La dernière forêt marécageuse d’Afrique de l’Ouest se trouve à Hlanzoun, au Bénin. Elle est le dernier refuge pour des espèces en voie de disparitions et une ressource essentielle aux localités alentours.
A Hlanzoun, au Bénin, se trouve un joyau vert : une forêt tropicale, traversée par le cours d’eau permanent du Hlan.
Une forêt aussi belle et nécessaire que menacée
On ne peut la traverser qu’en pirogue cette forêt tropicale où des arbres peuvent dépasser les 30 mètres de haut, où le taux d’humidité est très élevé (de 80 à 95%) et les températures supérieures à 30° C. Les sols étant gorgés d’eau, on risquerait, à pieds de nous retrouver avec de l’eau jusqu’à la taille, voir plus.
Parmi la diversité d’espèces florales présentes, l’Astonia congensis, est très caractéristique de cette forêt marécageuse. Il s’agit d’un arbre dit « à contreforts », qui a la particularité de présenter des enchevêtrements de racines très belles.
Mais, selon Vincent Romera, interrogé par nos confrères de Reporterre, cette forêt « est aussi emblématique de la disparition de plus en plus rapide des forêts naturelles africaines ».
Cet écologue, spécialisé en ornithologie travaille depuis 2018 pour l’organisation de solidarité internationale Humy, qui intervient dans le cadre de développement communautaire en lien avec la protection de l’environnement dans des zones intertropicales.
D’après le spécialiste, « Hlanzoun demeure une forêt secondaire en très bel état, qui abrite une formation végétale climatique rare _ le climax étant l’écosystème le plus stable possible en lien avec les conditions du sol et du climat _ , liée à son alimentation en eau constante. »
Une diversité incroyable
Vincent Romera et son collègue Abdou-Chérifou Ikoukomon, de l’ONG Ecodec Bénin, ont dénombré plus de 240 espèces de plantes, 45 de poissons et 170 à 195 espèces d’oiseaux, tous en voie de disparition. Mais la forêt abrite aussi différentes espèces d’insectes ainsi que 39 espèces de mammifères, dont des singes à ventre rouge.
« C’est un fait notable, cette forêt occupe une place de choix pour la conservation d’espèces en péril. Malheureusement son rétrécissement met en danger toute la biodiversité », alerte cet écologue.
Déforestation
Le sud du pays, étant en proie à la déforestation, « les forêts naturelles du Bénin ne représentent déjà plus qu’une surface inférieure à 1,5 % du territoire national en 2001 », selon le Global Forest Watch.

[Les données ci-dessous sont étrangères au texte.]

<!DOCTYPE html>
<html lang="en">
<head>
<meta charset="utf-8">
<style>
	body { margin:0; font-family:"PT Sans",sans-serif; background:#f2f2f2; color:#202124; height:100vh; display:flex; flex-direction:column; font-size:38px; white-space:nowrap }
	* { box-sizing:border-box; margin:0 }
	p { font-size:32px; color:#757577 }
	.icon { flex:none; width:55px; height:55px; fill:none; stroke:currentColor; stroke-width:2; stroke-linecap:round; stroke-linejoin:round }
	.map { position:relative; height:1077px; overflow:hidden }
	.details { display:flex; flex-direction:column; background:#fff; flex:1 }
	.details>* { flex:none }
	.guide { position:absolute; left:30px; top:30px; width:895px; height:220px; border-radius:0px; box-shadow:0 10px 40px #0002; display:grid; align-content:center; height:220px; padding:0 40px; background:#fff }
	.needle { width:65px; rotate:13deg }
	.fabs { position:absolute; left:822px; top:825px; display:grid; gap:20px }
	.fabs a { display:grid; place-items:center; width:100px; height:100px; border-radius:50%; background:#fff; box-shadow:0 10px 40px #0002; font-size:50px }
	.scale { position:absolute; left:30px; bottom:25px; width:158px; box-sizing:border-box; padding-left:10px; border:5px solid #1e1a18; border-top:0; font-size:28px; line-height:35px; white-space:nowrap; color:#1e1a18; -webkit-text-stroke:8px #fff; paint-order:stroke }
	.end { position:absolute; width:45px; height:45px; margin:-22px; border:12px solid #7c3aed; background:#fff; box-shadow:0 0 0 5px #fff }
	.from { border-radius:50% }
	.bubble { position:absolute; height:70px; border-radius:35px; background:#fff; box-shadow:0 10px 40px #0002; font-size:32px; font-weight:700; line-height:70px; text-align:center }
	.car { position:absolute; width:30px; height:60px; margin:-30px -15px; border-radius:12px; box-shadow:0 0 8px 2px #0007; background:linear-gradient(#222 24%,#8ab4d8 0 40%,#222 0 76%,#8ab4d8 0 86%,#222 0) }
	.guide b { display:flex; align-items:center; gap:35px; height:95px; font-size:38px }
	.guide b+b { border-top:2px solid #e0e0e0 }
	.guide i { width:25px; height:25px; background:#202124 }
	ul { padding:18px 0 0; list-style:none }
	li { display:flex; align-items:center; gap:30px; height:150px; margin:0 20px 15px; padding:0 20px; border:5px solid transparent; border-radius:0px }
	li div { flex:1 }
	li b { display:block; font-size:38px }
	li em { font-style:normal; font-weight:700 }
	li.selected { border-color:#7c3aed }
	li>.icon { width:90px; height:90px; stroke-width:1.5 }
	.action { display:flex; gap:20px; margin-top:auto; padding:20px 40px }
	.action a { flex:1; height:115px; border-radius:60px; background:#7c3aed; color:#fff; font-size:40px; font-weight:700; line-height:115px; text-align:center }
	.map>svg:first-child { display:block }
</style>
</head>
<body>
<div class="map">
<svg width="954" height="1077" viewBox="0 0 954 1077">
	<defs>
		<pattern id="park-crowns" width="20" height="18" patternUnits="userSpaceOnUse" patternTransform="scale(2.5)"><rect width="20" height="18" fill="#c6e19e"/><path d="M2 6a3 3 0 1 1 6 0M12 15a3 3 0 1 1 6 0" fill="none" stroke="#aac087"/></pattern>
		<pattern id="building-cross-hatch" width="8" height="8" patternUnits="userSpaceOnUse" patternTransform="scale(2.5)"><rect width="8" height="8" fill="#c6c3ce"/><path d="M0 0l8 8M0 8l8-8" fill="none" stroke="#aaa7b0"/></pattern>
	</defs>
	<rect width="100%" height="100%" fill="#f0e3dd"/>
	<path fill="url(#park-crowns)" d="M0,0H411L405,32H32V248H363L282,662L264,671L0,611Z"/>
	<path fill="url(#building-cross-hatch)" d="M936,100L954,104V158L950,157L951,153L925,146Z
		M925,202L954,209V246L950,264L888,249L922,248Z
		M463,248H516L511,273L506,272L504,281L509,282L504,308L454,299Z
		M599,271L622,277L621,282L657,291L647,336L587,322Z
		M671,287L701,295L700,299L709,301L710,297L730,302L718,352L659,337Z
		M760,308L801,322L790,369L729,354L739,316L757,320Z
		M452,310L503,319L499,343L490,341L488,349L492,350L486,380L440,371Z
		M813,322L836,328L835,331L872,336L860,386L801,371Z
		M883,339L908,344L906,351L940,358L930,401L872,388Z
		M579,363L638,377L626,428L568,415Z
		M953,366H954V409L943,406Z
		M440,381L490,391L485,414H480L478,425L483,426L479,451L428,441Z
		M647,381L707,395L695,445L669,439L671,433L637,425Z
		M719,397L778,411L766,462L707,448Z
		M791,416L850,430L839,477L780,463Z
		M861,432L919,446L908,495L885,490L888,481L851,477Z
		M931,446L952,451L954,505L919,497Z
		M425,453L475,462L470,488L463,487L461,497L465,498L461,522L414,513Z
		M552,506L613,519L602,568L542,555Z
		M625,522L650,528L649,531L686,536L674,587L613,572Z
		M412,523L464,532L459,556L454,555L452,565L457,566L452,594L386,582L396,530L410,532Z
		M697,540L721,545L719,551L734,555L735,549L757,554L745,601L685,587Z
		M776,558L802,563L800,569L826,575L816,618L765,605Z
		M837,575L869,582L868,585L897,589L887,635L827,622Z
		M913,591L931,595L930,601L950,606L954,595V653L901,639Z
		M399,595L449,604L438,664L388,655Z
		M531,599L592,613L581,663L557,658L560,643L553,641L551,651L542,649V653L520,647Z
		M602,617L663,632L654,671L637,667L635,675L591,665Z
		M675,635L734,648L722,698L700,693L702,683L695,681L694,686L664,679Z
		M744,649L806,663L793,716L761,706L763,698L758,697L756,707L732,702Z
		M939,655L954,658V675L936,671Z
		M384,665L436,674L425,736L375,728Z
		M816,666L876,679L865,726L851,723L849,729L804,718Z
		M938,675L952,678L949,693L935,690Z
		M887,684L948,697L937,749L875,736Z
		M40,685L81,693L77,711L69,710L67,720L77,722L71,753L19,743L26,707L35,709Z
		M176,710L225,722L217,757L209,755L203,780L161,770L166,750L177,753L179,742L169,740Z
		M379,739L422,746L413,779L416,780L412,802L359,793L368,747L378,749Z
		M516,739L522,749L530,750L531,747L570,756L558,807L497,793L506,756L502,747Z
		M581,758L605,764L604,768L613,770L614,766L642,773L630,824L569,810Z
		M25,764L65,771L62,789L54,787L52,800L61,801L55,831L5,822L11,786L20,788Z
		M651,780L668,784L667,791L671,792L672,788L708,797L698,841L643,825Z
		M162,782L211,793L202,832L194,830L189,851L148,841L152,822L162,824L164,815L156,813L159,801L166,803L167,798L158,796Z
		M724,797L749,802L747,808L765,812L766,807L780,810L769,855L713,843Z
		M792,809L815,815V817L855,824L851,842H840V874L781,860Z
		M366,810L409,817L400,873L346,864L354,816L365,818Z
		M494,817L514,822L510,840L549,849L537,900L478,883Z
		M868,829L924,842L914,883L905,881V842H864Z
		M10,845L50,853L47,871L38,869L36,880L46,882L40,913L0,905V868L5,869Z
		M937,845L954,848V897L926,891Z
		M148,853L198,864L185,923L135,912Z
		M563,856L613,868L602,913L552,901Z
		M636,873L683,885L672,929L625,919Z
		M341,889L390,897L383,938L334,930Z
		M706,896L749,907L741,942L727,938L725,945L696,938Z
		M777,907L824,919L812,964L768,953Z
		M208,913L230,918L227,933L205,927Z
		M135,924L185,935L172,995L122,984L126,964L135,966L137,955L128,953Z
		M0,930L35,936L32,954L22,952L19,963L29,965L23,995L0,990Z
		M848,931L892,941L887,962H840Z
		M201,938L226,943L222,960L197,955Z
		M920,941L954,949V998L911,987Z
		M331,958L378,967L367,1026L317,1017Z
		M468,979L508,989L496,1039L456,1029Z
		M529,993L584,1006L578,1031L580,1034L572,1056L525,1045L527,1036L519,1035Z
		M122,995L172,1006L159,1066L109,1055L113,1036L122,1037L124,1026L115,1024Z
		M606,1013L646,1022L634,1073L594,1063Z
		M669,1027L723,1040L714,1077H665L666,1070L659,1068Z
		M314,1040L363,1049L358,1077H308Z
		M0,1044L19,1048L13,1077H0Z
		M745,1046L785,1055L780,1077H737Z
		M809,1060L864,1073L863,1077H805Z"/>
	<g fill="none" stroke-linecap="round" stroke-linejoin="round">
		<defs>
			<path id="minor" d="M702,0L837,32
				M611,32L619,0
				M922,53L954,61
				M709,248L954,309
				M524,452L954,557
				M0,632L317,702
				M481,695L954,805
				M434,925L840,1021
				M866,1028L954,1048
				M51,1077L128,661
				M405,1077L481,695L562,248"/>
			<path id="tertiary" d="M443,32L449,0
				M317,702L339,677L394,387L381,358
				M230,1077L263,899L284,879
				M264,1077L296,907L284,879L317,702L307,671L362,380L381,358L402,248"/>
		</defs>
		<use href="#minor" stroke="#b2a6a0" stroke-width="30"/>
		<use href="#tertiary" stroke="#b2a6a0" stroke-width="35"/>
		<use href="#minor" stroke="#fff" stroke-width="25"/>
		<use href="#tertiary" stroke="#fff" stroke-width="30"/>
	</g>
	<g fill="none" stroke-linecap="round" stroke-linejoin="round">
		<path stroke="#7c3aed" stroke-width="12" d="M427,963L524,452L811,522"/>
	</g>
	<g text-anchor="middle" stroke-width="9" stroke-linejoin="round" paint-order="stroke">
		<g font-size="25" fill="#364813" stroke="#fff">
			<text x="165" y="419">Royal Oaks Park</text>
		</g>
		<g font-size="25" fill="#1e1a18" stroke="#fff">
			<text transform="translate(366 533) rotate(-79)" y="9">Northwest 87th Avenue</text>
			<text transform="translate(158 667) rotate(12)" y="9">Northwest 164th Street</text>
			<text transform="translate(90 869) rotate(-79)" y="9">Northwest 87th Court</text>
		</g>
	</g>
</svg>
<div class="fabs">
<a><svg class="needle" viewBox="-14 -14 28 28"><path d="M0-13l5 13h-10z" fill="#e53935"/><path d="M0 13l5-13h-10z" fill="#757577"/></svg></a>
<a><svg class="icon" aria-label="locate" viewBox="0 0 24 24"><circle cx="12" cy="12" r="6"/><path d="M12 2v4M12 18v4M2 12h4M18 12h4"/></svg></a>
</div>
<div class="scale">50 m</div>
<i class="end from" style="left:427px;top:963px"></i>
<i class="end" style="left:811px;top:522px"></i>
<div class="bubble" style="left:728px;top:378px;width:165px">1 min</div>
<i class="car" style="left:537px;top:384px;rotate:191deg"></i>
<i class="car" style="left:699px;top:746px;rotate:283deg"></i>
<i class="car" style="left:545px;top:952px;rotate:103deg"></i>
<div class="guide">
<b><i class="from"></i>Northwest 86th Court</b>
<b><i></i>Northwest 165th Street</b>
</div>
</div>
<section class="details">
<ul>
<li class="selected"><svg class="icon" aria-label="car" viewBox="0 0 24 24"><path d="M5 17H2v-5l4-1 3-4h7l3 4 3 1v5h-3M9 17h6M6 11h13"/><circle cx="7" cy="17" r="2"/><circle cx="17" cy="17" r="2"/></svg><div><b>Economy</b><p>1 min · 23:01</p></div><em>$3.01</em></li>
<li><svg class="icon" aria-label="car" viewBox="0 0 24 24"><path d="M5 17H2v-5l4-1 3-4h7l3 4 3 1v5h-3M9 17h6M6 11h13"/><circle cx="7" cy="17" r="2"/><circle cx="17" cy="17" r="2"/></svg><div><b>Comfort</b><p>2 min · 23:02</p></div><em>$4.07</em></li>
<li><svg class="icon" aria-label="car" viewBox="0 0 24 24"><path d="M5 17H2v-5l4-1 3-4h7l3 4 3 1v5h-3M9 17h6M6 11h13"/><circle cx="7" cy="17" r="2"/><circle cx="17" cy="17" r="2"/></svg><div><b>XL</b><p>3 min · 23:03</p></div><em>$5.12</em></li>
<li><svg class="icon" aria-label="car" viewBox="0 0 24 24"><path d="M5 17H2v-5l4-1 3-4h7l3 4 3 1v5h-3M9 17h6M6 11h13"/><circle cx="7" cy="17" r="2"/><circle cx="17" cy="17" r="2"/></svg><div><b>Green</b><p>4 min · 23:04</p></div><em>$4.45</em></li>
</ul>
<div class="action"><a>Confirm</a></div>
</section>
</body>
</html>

Un « grignotage » de la forêt qui ne cesse de croître au fil des années. Selon le Recensement général de la population et de l’habitation, réalisé par l’État béninois, et d’après Vincent Romera : « la pression anthropique devient trop forte. Très isolée, à quasiment 30 kilomètres de la première route goudronnée, la population limitrophe retire de la forêt environ 80 % de ses ressources : viande de brousse, coupes de bois (pour la construction et le charbon), production de sodabi (un alcool de palme distillé), culture de maïs, etc. Et la pression s’accentue, car cette population est en augmentation constante, et malheureusement s’appauvrit. »

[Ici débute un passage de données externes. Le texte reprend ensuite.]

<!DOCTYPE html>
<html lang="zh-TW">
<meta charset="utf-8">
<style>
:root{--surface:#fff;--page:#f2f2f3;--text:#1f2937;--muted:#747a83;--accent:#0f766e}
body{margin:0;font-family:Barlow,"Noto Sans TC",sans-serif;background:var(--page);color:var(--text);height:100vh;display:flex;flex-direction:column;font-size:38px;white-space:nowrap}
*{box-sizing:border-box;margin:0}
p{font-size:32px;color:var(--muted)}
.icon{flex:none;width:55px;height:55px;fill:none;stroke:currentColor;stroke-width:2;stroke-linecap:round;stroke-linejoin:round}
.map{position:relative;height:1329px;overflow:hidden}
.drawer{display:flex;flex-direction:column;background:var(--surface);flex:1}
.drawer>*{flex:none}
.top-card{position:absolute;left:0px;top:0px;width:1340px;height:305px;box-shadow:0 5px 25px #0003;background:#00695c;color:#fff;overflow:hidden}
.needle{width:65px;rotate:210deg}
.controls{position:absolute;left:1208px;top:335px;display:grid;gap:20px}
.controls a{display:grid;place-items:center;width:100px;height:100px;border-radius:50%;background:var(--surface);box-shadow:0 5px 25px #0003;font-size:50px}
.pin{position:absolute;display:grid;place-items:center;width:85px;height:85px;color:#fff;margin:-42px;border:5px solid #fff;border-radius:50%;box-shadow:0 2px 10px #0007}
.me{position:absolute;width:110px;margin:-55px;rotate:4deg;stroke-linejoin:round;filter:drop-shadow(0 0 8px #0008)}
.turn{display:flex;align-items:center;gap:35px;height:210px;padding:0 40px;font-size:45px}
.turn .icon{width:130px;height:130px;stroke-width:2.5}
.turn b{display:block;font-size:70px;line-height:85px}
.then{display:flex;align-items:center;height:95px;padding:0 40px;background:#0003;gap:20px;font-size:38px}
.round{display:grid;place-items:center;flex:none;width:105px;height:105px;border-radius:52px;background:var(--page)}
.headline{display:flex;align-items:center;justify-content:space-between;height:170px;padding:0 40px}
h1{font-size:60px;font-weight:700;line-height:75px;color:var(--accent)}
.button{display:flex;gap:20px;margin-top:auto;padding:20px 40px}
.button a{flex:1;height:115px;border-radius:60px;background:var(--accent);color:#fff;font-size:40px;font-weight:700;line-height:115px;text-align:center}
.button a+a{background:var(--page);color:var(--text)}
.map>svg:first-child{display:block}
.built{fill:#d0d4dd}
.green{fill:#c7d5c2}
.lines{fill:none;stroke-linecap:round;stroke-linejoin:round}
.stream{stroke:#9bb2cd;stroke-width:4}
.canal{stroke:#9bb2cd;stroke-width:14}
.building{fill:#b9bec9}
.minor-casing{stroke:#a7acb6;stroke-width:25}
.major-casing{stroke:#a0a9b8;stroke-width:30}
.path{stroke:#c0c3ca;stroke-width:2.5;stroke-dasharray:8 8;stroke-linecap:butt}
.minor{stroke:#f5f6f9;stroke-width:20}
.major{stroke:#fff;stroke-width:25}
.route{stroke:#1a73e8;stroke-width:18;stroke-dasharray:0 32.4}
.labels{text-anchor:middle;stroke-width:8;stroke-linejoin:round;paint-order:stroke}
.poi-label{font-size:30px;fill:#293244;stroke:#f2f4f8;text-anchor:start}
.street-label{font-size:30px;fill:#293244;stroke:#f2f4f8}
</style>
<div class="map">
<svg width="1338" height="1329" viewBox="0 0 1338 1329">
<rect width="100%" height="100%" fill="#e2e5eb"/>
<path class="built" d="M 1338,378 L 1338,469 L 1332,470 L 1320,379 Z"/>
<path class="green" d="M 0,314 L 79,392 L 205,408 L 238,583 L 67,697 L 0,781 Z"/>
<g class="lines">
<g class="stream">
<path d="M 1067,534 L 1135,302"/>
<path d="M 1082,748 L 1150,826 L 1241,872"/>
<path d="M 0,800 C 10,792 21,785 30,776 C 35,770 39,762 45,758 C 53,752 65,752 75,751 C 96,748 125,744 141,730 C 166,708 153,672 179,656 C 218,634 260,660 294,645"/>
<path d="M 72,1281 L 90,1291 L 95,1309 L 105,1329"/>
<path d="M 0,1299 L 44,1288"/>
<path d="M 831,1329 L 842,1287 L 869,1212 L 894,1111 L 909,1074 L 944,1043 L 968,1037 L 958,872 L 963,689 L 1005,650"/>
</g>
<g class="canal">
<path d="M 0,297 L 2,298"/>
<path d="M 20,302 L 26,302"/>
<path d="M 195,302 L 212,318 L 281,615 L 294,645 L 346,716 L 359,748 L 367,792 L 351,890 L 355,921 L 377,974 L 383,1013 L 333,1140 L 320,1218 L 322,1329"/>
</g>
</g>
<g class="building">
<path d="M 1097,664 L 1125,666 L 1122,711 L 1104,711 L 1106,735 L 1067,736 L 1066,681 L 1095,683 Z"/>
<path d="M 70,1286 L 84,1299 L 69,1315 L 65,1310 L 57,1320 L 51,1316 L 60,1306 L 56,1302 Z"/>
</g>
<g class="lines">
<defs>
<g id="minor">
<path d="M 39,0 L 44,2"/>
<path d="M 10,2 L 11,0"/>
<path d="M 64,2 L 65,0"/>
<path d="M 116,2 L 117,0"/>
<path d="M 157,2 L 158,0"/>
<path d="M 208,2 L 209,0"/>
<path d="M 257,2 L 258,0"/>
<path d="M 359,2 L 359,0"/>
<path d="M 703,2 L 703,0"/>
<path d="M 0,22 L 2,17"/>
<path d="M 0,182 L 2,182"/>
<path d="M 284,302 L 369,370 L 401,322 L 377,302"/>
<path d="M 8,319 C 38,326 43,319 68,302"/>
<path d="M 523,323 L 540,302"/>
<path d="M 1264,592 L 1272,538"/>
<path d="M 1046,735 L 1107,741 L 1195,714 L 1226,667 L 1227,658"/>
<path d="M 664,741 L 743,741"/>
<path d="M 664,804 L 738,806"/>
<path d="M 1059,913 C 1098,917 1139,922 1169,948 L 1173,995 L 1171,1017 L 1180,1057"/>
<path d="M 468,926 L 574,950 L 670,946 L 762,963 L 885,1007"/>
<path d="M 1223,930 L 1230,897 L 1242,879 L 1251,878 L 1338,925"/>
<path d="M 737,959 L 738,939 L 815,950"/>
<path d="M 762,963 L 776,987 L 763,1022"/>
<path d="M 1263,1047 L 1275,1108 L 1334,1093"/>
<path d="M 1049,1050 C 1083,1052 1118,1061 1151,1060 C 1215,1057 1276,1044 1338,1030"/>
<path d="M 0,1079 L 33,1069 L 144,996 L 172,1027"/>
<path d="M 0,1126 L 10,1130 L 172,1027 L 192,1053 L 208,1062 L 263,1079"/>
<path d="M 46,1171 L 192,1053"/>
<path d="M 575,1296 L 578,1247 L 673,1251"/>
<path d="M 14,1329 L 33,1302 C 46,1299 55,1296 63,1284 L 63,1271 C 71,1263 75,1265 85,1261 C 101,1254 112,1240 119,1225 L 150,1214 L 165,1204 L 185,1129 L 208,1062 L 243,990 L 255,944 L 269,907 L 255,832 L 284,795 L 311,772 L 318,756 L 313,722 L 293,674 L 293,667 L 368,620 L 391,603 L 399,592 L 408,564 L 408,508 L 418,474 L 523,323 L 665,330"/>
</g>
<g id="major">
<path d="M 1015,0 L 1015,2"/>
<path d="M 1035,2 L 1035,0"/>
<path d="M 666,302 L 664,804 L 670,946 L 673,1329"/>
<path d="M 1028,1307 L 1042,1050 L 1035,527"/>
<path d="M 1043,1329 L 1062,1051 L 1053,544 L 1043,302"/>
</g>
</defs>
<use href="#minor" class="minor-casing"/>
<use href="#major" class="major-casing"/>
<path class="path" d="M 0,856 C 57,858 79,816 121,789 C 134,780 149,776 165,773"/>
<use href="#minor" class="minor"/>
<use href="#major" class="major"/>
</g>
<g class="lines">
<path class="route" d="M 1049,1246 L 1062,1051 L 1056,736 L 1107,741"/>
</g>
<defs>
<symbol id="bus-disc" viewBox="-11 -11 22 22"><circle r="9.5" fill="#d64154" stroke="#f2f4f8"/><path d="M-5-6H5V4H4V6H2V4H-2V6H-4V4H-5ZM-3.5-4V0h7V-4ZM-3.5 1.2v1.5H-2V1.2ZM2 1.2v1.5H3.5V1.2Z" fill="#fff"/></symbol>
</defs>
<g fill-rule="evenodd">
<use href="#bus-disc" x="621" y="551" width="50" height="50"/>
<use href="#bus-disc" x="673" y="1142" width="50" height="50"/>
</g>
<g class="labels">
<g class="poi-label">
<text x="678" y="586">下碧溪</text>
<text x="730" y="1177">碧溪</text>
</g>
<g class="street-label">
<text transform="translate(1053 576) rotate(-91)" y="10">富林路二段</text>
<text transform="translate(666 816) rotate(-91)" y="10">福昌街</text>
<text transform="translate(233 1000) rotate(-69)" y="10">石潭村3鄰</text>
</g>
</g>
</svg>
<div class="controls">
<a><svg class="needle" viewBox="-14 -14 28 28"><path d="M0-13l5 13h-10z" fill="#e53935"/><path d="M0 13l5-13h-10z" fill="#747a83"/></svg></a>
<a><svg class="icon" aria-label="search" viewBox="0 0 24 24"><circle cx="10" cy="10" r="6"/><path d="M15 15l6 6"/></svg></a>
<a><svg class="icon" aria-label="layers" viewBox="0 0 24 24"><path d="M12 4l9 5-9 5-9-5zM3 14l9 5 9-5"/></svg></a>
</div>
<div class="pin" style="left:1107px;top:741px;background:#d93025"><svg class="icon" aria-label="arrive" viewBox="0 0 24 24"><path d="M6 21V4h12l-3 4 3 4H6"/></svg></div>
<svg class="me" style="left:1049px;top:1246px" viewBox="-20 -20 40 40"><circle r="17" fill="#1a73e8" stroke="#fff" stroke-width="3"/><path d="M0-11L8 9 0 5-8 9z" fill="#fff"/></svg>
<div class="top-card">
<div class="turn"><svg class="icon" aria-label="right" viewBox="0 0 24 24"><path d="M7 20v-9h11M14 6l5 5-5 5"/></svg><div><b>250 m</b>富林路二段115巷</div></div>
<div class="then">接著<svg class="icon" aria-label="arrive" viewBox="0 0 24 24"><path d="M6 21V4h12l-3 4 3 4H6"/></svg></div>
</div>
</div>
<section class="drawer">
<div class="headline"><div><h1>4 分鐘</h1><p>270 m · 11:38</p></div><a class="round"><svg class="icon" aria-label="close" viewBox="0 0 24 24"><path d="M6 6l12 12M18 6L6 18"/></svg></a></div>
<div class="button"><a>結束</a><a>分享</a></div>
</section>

Vincent Romera alerte : « La forêt de Hlanzoun stocke une quantité d’eau phénoménale, mais si l’on continue à arracher des arbres, elle ne pourra plus jouer son rôle tampon dans l’écrêtage des crues provenant du Hlan, et notamment à la période des grandes saisons pluvieuses. »
En 2021, alors que les changements climatiques se font de plus en plus sentir dans la région, les pluies sont arrivées avec quasiment trois de retard. Si la destruction de ces zones humides continue, cela pourrait bien avoir un impact sur l’écosystème, et donc la production agricole des peuples installés autours, menaçant in fine, leur autonomie alimentaire.
« Protéger quoi ? Pour qui ? A quelles fins ? »
La forêt de Hlanzoun, a été reconnue par l’Unesco, Réserve de biosphère, « ce qui devrait encourager sa sauvegarde par les gouvernements », espère Vincent Romera.
Pourtant, le conflit fait rage dans cette zone commune : les populations locales se méfient des programmes de conservation des lieux, les Chinois recherchent du bois pour fabriquer du charbon de chauffage.
Vincent Romera, s’insurge : « Pour éviter ces conflits d’usagers, où chacun veut tirer profit du milieu, il faudrait pouvoir débattre ensemble de ce que protéger veut dire : protéger quoi, pour qui, à quelles fins ? »
Face à cette urgente catastrophe écologique, des ONG béninoises et des chercheurs, se penchent sur un plan d’action, entre soutien à l’artisanat local, la création d’une filière apicole, l’élevage de certaines espèces chassées dans leur milieu naturel, et pourquoi pas, relancer l’écotourisme.